Portland Memorial Mausoleum Mural: This project, which is probably the nation’s largest hand painted building mural, was personally significant because it began with my involvement in Oaks Bottom as a graduate student at Portland State University in 1970. At the time the city parks bureau wanted to fill the wetland as a site for a variety of uses. In 1988 colleagues and I presented a management plan to Portland City Council that was formally adopted and the wetland became the city’s first official urban wildlife refuge. The mural draws attention to the site as a significant natural area and as an important element of the city’s green infrastructure. The mural is so large it can be seen from more than three miles away, from across the Willamette River.
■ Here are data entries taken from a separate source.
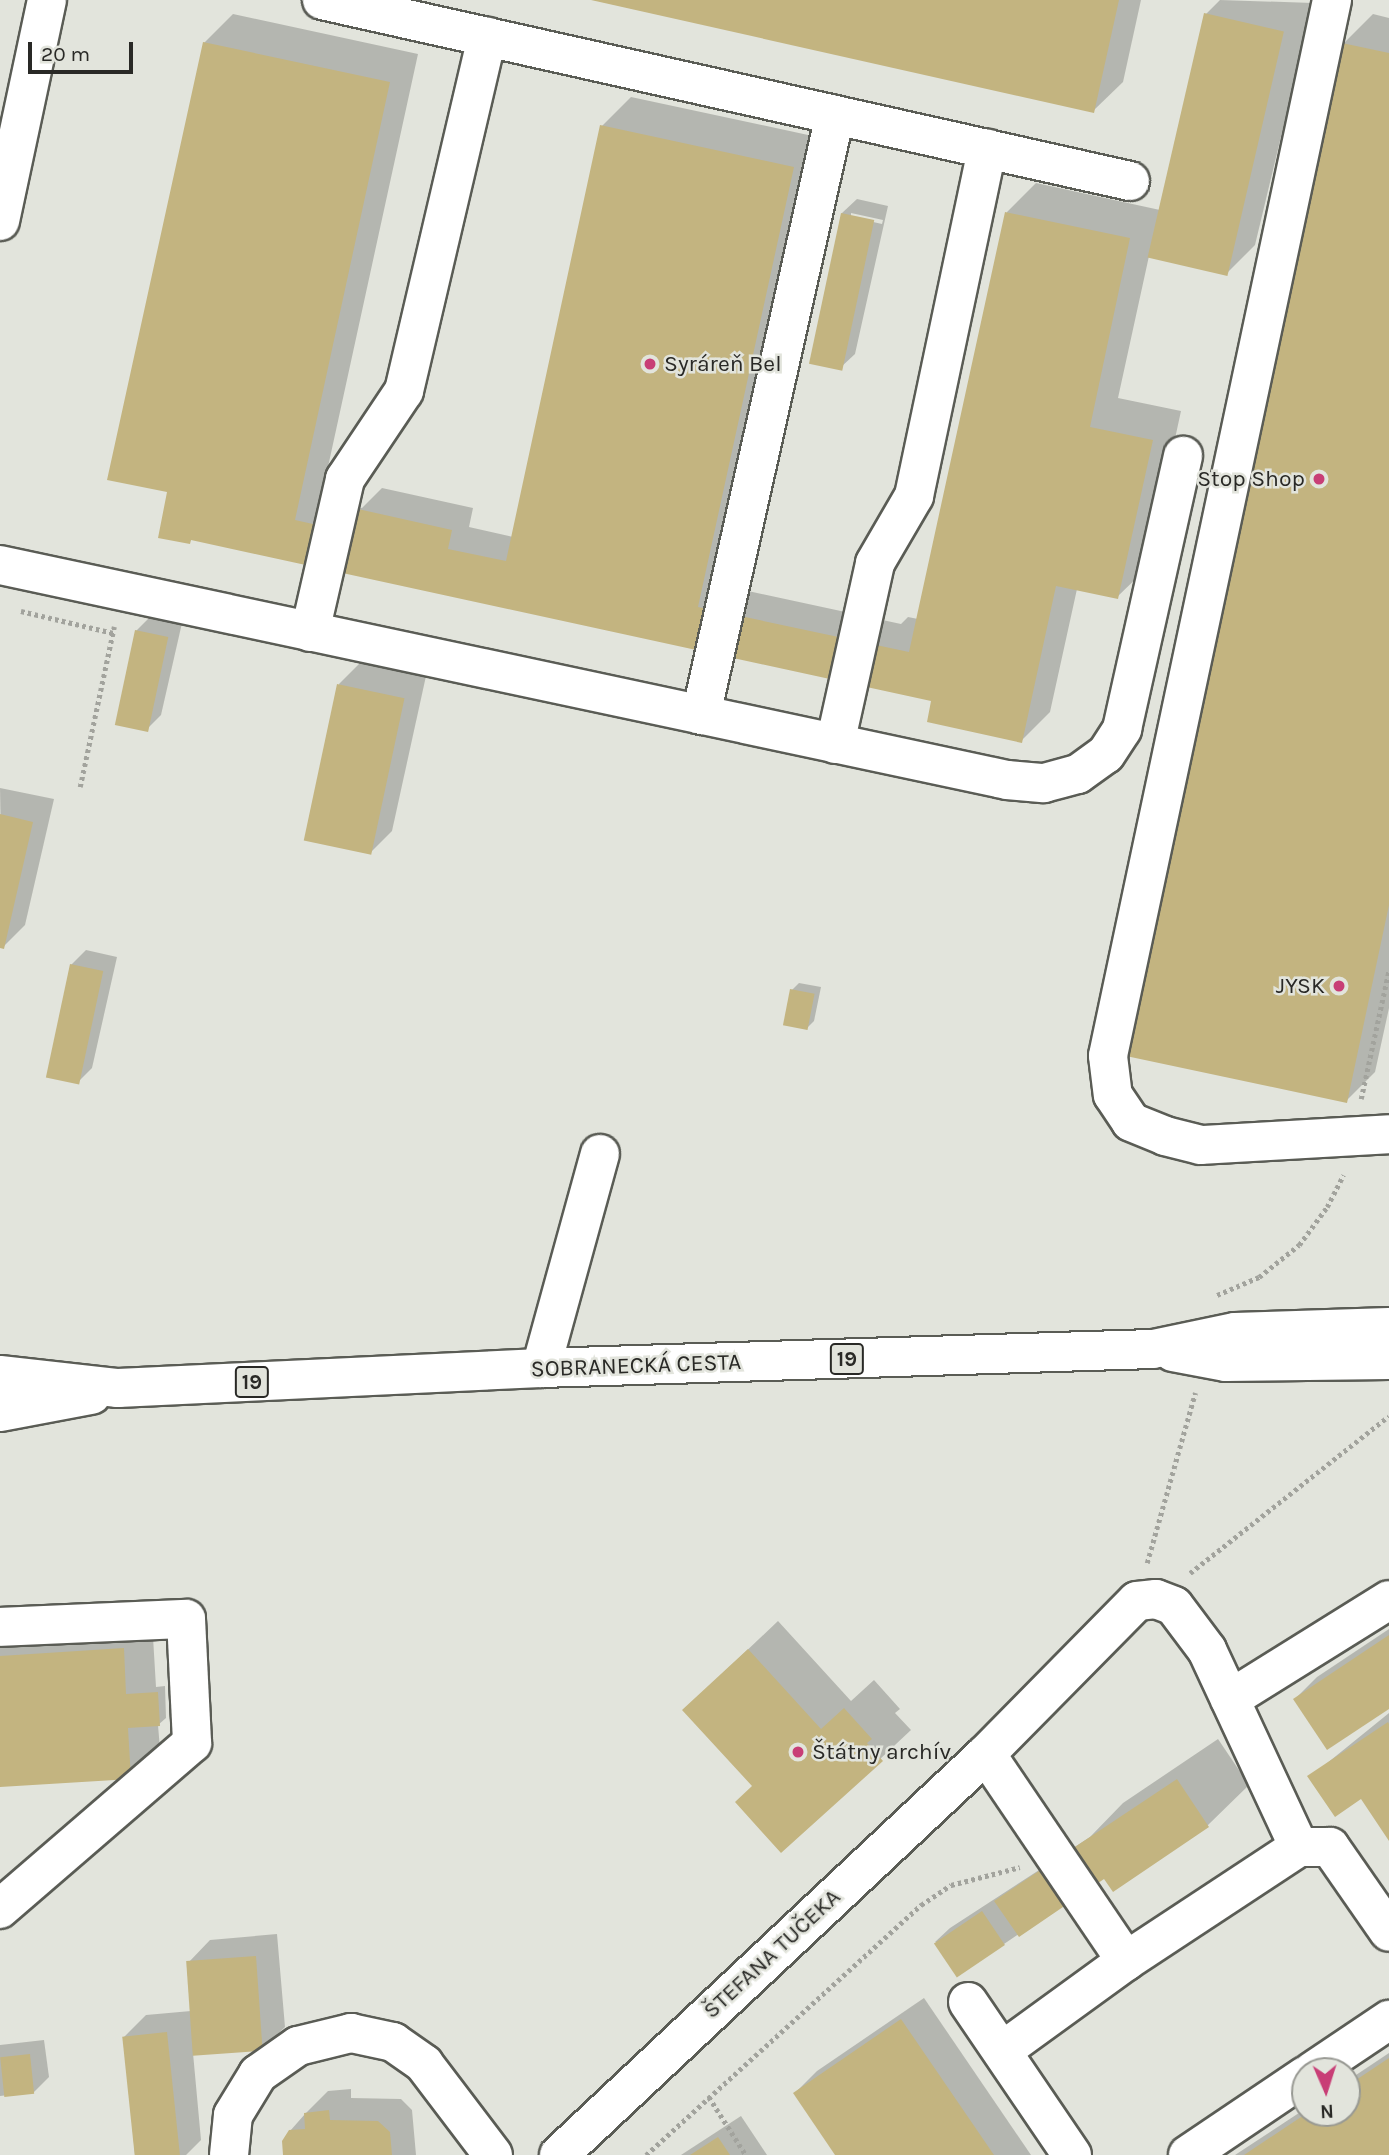 <!DOCTYPE html>
<html>
<head>
<meta charset="utf-8">
<style>
	body { margin:0 }
	#map { position:relative; width:1389px; height:2155px; overflow:hidden; background:#e2e4dc; font-family:Karla,sans-serif }
	div>[style] { position:absolute }
	[style*='--x'] { left:calc(var(--x)*1px); top:calc(var(--y)*1px); width:calc(var(--w)*1px); rotate:calc(var(--a)*1deg) }
	.shadow>* { inset:0; background:#0003 }
	.building>* { inset:0; background:#c3b480; transform-origin:0 0 }
	.path>* { height:4.5px; margin-top:-2.25px; transform-origin:0; background:repeating-linear-gradient(90deg,#a2a39d 0 3.5px,transparent 0 7px) }
	.roads { filter:drop-shadow(2px 0 #5a5c55) drop-shadow(-2px 0 #5a5c55) drop-shadow(0 2px #5a5c55) drop-shadow(0 -2px #5a5c55) }
	.minor>* { height:38px; margin:-19px; padding:0 19px; transform-origin:19px; border-radius:19px; background:#fff }
	.major>* { height:38px; margin:-19px; padding:0 19px; transform-origin:19px; border-radius:19px; background:#fff }
	.dots>* { width:19px; height:19px; translate:-50% -50%; box-sizing:border-box; border:4px solid #e2e4dc; border-radius:50% }
	span { translate:-50% -50%; white-space:nowrap; text-align:center; line-height:1.15; -webkit-text-stroke:5px #e2e4dc; paint-order:stroke }
	.shield-label span { padding:2px 5px; background:#e2e4dc; border:2px solid; border-radius:5px; -webkit-text-stroke-width:0 }
	.shield-label { font-size:21px; color:#292926; font-weight:700 }
	.poi-label { font-size:23px; color:#292926 }
	.left { translate:0 -50%; text-align:left }
	.right { translate:-100% -50%; text-align:right }
	.street-label { font-size:23px; color:#292926 }
	.north { position:absolute; left:1291px; top:2057px; width:70px; height:70px; box-sizing:border-box; background:#e2e4dc; border:2px solid #989993; border-radius:50%; rotate:177deg; font-size:19px; font-weight:700; line-height:28px; text-align:center; color:#292926 }
	.north::after { content:''; display:block; margin:auto; width:24px; height:32px; background:#c83e76; clip-path:polygon(50% 0,100% 100%,50% 72%,0 100%) }
	.scale { position:absolute; left:28px; top:42px; width:105px; height:32px; box-sizing:border-box; border:4px solid #292926; border-top:0; padding-left:9px; font-size:21px; line-height:24px; white-space:nowrap; color:#292926; -webkit-text-stroke:5px #e2e4dc; paint-order:stroke }
</style>
</head>
<body>
<div id="map">
	<div class="shadow">
		<div style="clip-path:polygon(594px 0,1141px 0,1123px 82px,1093px 111px)"></div>
		<div style="clip-path:polygon(1220px 0,1313px 3px,1255px 245px,1226px 274px,1149px 256px,1118px 398px,1181px 411px,1147px 568px,1117px 597px,1077px 589px,1050px 712px,1021px 741px,933px 699px,192px 539px,189px 542px,170px 491px,204px 43px,233px 14px,418px 54px,321px 499px,362px 508px,382px 488px,473px 508px,469px 527px,513px 537px,602px 126px,631px 97px,822px 138px,725px 586px,901px 624px,908px 617px,918px 619px,1007px 212px,1036px 183px,1160px 210px,1206px 14px)"></div>
		<div style="clip-path:polygon(1373px 14px,1389px 18px,1389px 1008px,1375px 1072px,1346px 1101px,1344px 43px)"></div>
		<div style="clip-path:polygon(evenodd,857px 199px,888px 206px,855px 354px,840px 368px,842px 213px,857px 199px,851px 213px,883px 220px,882px 224px,851px 217px,851px 213px)"></div>
		<div style="clip-path:polygon(151px 616px,182px 623px,161px 715px,146px 730px,136px 631px)"></div>
		<div style="clip-path:polygon(361px 662px,426px 676px,392px 831px,369px 854px,339px 684px)"></div>
		<div style="clip-path:polygon(0 788px,54px 799px,25px 925px,3px 947px)"></div>
		<div style="clip-path:polygon(86px 950px,117px 957px,92px 1068px,77px 1083px,71px 965px)"></div>
		<div style="clip-path:polygon(799px 983px,821px 987px,814px 1021px,807px 1028px,792px 990px)"></div>
		<div style="clip-path:polygon(152px 1620px,156px 1687px,165px 1686px,166px 1718px,158px 1725px,160px 1749px,131px 1778px,0 1786px,0 1629px)"></div>
		<div style="clip-path:polygon(778px 1621px,851px 1701px,874px 1680px,900px 1709px,895px 1713px,911px 1730px,782px 1851px,754px 1786px,684px 1710px)"></div>
		<div style="clip-path:polygon(1389px 1629px,1389px 1707px,1295px 1699px,1317px 1677px)"></div>
		<div style="clip-path:polygon(1389px 1713px,1389px 1838px,1362px 1797px,1310px 1777px)"></div>
		<div style="clip-path:polygon(1218px 1739px,1249px 1785px,1208px 1825px,1113px 1889px,1105px 1876px,1004px 1944px,935px 1942px,950px 1928px,1090px 1837px,1123px 1803px)"></div>
		<div style="clip-path:polygon(277px 1934px,285px 2027px,262px 2049px,193px 2053px,201px 2140px,186px 2155px,135px 2155px,124px 2037px,146px 2015px,191px 2011px,188px 1963px,210px 1940px)"></div>
		<div style="clip-path:polygon(924px 1998px,1031px 2155px,837px 2155px,795px 2093px,817px 2071px)"></div>
		<div style="clip-path:polygon(44px 2040px,49px 2077px,34px 2092px,0 2096px,0 2045px)"></div>
		<div style="clip-path:polygon(1389px 2053px,1389px 2155px,1235px 2155px,1305px 2109px,1305px 2113px,1347px 2113px,1347px 2081px)"></div>
		<div style="clip-path:polygon(351px 2089px,351px 2098px,401px 2099px,412px 2110px,416px 2155px,285px 2155px,290px 2131px,305px 2114px,328px 2091px)"></div>
		<div style="clip-path:polygon(741px 2116px,767px 2155px,681px 2155px)"></div>
	</div>
	<div class="building">
		<div style="clip-path:polygon(591px 0,1119px 0,1094px 113px)"></div>
		<div style="left:1204px;top:13px;width:82px;height:251px;rotate:13deg"></div>
		<div style="clip-path:polygon(203px 42px,390px 82px,295px 520px,353px 533px,358px 509px,452px 530px,448px 549px,506px 561px,600px 125px,794px 167px,698px 607px,909px 652px,1005px 212px,1130px 238px,1090px 427px,1153px 440px,1118px 599px,1056px 586px,1022px 743px,927px 722px,931px 701px,191px 540px,190px 544px,158px 538px,167px 492px,107px 480px)"></div>
		<div style="clip-path:polygon(1342px 43px,1389px 53px,1389px 905px,1347px 1103px,1126px 1056px)"></div>
		<div style="left:841px;top:213px;width:34px;height:154px;rotate:12deg"></div>
		<div style="left:135px;top:630px;width:34px;height:97px;rotate:12deg"></div>
		<div style="left:337px;top:684px;width:69px;height:160px;rotate:12deg"></div>
		<div style="clip-path:polygon(0 814px,33px 822px,4px 949px,0 948px)"></div>
		<div style="left:70px;top:964px;width:34px;height:116px;rotate:12deg"></div>
		<div style="left:790px;top:989px;width:25px;height:37px;rotate:11deg"></div>
		<div style="clip-path:polygon(1389px 1635px,1389px 1709px,1327px 1750px,1293px 1699px)"></div>
		<div style="clip-path:polygon(124px 1648px,126px 1694px,158px 1692px,160px 1726px,128px 1728px,131px 1779px,0 1787px,0 1656px)"></div>
		<div style="clip-path:polygon(748px 1649px,821px 1729px,844px 1708px,872px 1739px,867px 1743px,883px 1761px,781px 1853px,735px 1802px,752px 1786px,682px 1710px)"></div>
		<div style="clip-path:polygon(1388px 1722px,1389px 1724px,1389px 1841px,1361px 1799px,1335px 1817px,1307px 1776px)"></div>
		<div style="clip-path:polygon(1177px 1779px,1209px 1827px,1113px 1892px,1104px 1879px,1019px 1937px,994px 1901px)"></div>
		<div style="left:982px;top:1911px;width:41px;height:58px;rotate:56deg"></div>
		<div style="left:256px;top:1956px;width:95px;height:70px;rotate:86deg"></div>
		<div style="clip-path:polygon(901px 2019px,994px 2155px,835px 2155px,793px 2093px)"></div>
		<div style="left:167px;top:2032px;width:124px;height:45px;rotate:84deg"></div>
		<div style="left:30px;top:2054px;width:40px;height:30px;rotate:84deg"></div>
		<div style="clip-path:polygon(1389px 2058px,1389px 2155px,1244px 2155px,1307px 2113px,1347px 2113px,1347px 2086px)"></div>
		<div style="clip-path:polygon(329px 2110px,330px 2120px,378px 2121px,390px 2132px,392px 2155px,283px 2155px,282px 2141px,289px 2130px,305px 2129px,304px 2113px)"></div>
		<div style="clip-path:polygon(718px 2137px,730px 2155px,690px 2155px)"></div>
	</div>
	<div class="path">
		<div style="--x:21;--y:611;--w:95;--a:13.4"></div>
		<div style="--x:80;--y:787;--w:164;--a:-78"></div>
		<div style="--x:1361;--y:1099;--w:132;--a:-77.8"></div>
		<div style="--x:1217;--y:1295;--w:46;--a:-23.2"></div>
		<div style="--x:1259;--y:1277;--w:51;--a:-38.7"></div>
		<div style="--x:1299;--y:1245;--w:47;--a:-53.6"></div>
		<div style="--x:1327;--y:1207;--w:36;--a:-63"></div>
		<div style="--x:1147;--y:1563;--w:177;--a:-74.2"></div>
		<div style="--x:1190;--y:1573;--w:253;--a:-38.3"></div>
		<div style="--x:709;--y:2097;--w:69;--a:57.5"></div>
		<div style="--x:646;--y:2155;--w:372;--a:-42.3"></div>
		<div style="--x:921;--y:1905;--w:36;--a:-34"></div>
		<div style="--x:951;--y:1885;--w:71;--a:-14.6"></div>
	</div>
	<div class="roads">
		<div class="minor">
			<div style="--x:322;--y:0;--w:828;--a:12.63"></div>
			<div style="--x:1332;--y:0;--w:1079;--a:101.98"></div>
			<div style="--x:1108;--y:1056;--w:39;--a:83"></div>
			<div style="--x:1113;--y:1095;--w:32;--a:56"></div>
			<div style="--x:1131;--y:1122;--w:37;--a:22"></div>
			<div style="--x:1165;--y:1136;--w:37;--a:14"></div>
			<div style="--x:1201;--y:1145;--w:188;--a:-3.3"></div>
			<div style="--x:0;--y:221;--w:226;--a:-78"></div>
			<div style="--x:0;--y:565;--w:1030;--a:12.05"></div>
			<div style="--x:1007;--y:780;--w:37;--a:5"></div>
			<div style="--x:1044;--y:783;--w:35;--a:-15"></div>
			<div style="--x:1078;--y:774;--w:34;--a:-36"></div>
			<div style="--x:1106;--y:754;--w:30;--a:-57"></div>
			<div style="--x:1122;--y:729;--w:280;--a:-77.4"></div>
			<div style="--x:310;--y:632;--w:157;--a:-77.1"></div>
			<div style="--x:345;--y:479;--w:106;--a:-56.2"></div>
			<div style="--x:404;--y:391;--w:364;--a:-76.8"></div>
			<div style="--x:701;--y:715;--w:615;--a:-77.41"></div>
			<div style="--x:835;--y:744;--w:185;--a:-77.5"></div>
			<div style="--x:875;--y:563;--w:78;--a:-59.8"></div>
			<div style="--x:914;--y:496;--w:355;--a:-78.1"></div>
			<div style="--x:541;--y:1368;--w:222;--a:-74.6"></div>
			<div style="--x:0;--y:1627;--w:186;--a:-2.5"></div>
			<div style="--x:186;--y:1619;--w:124;--a:87.2"></div>
			<div style="--x:192;--y:1743;--w:254;--a:139.2"></div>
			<div style="--x:1230;--y:1699;--w:187;--a:-31.9"></div>
			<div style="--x:986;--y:1754;--w:250;--a:55.9"></div>
			<div style="--x:968;--y:2002;--w:185;--a:55.8"></div>
			<div style="--x:1002;--y:2051;--w:153;--a:-36"></div>
			<div style="--x:1126;--y:1961;--w:207;--a:-33.4"></div>
			<div style="--x:1313;--y:2071;--w:92;--a:-33.9"></div>
			<div style="--x:229;--y:2155;--w:40;--a:-84.3"></div>
			<div style="--x:233;--y:2115;--w:48;--a:-58.6"></div>
			<div style="--x:258;--y:2074;--w:49;--a:-35"></div>
			<div style="--x:298;--y:2046;--w:55;--a:-13.8"></div>
			<div style="--x:351;--y:2033;--w:43;--a:12.1"></div>
			<div style="--x:393;--y:2042;--w:38;--a:35"></div>
			<div style="--x:424;--y:2064;--w:114;--a:52.8"></div>
			<div style="--x:559;--y:2155;--w:586;--a:-43.2"></div>
			<div style="--x:986;--y:1754;--w:215;--a:-45.4"></div>
			<div style="--x:1137;--y:1601;--w:19;--a:-6"></div>
			<div style="--x:1156;--y:1599;--w:19;--a:21"></div>
			<div style="--x:1174;--y:1606;--w:55;--a:53.1"></div>
			<div style="--x:1207;--y:1650;--w:217;--a:65"></div>
			<div style="--x:1299;--y:1847;--w:31;--a:0"></div>
			<div style="--x:1330;--y:1847;--w:103;--a:55.2"></div>
			<div style="--x:1188;--y:2155;--w:141;--a:-34"></div>
		</div>
		<div class="major">
			<div style="--x:1173;--y:1352;--w:54;--a:10.7"></div>
			<div style="--x:1226;--y:1362;--w:163;--a:-0.7"></div>
			<div style="--x:0;--y:1375;--w:119;--a:6.3"></div>
			<div style="--x:118;--y:1388;--w:423;--a:-2.7"></div>
			<div style="--x:541;--y:1368;--w:612;--a:-1.78"></div>
			<div style="--x:1153;--y:1349;--w:84;--a:-11.7"></div>
			<div style="--x:1235;--y:1332;--w:154;--a:-1.9"></div>
			<div style="--x:0;--y:1412;--w:93;--a:-10.6"></div>
		</div>
	</div>
	<div class="dots">
		<div style="left:650px;top:364px;background:#c83e76"></div>
		<div style="left:1319px;top:479px;background:#c83e76"></div>
		<div style="left:1339px;top:986px;background:#c83e76"></div>
		<div style="left:798px;top:1752px;background:#c83e76"></div>
	</div>
	<div class="shield-label">
		<span style="left:847px;top:1359px">19</span>
		<span style="left:252px;top:1382px">19</span>
	</div>
	<div class="poi-label">
		<span class="left" style="left:664px;top:364px">Syráreň Bel</span>
		<span class="right" style="left:1305px;top:479px">Stop Shop</span>
		<span class="right" style="left:1325px;top:986px">JYSK</span>
		<span class="left" style="left:812px;top:1752px">Štátny archív</span>
	</div>
	<div class="street-label">
		<span style="left:636px;top:1366px;rotate:-2deg">SOBRANECKÁ CESTA</span>
		<span style="left:772px;top:1954px;rotate:-43deg">ŠTEFANA TUČEKA</span>
	</div>
	<div class="north">N</div>
	<div class="scale">20 m</div>
</div>
</body>
</html>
At the other end of the spectrum is the creation of The Intertwine and The Intertwine Alliance. What began as the Metropolitan Greenspaces Project in 1989 has revolved into an institutionalized effort to create a world-class parks, trails and natural areas system for the Portland Vancouver metropolitan region. The key partner in this work is Metro, the only directly elected regional government in the country where friends and colleagues I’ve worked with for many years are now ensconced, like Loeb Fellow Robert Liberty, who is now a Metro Councilor.
When I returned to Portland, the Harvard brand conferred increased credibility on me as a professional. The life-long friendships I established, particularly with Loeb roommate Rodolpho Ramina, are one of the most important benefits of my Loeb experience. Spending every Friday in drawing classes with the effervescent, ever ebullient Anne McGhee was a high point of the year.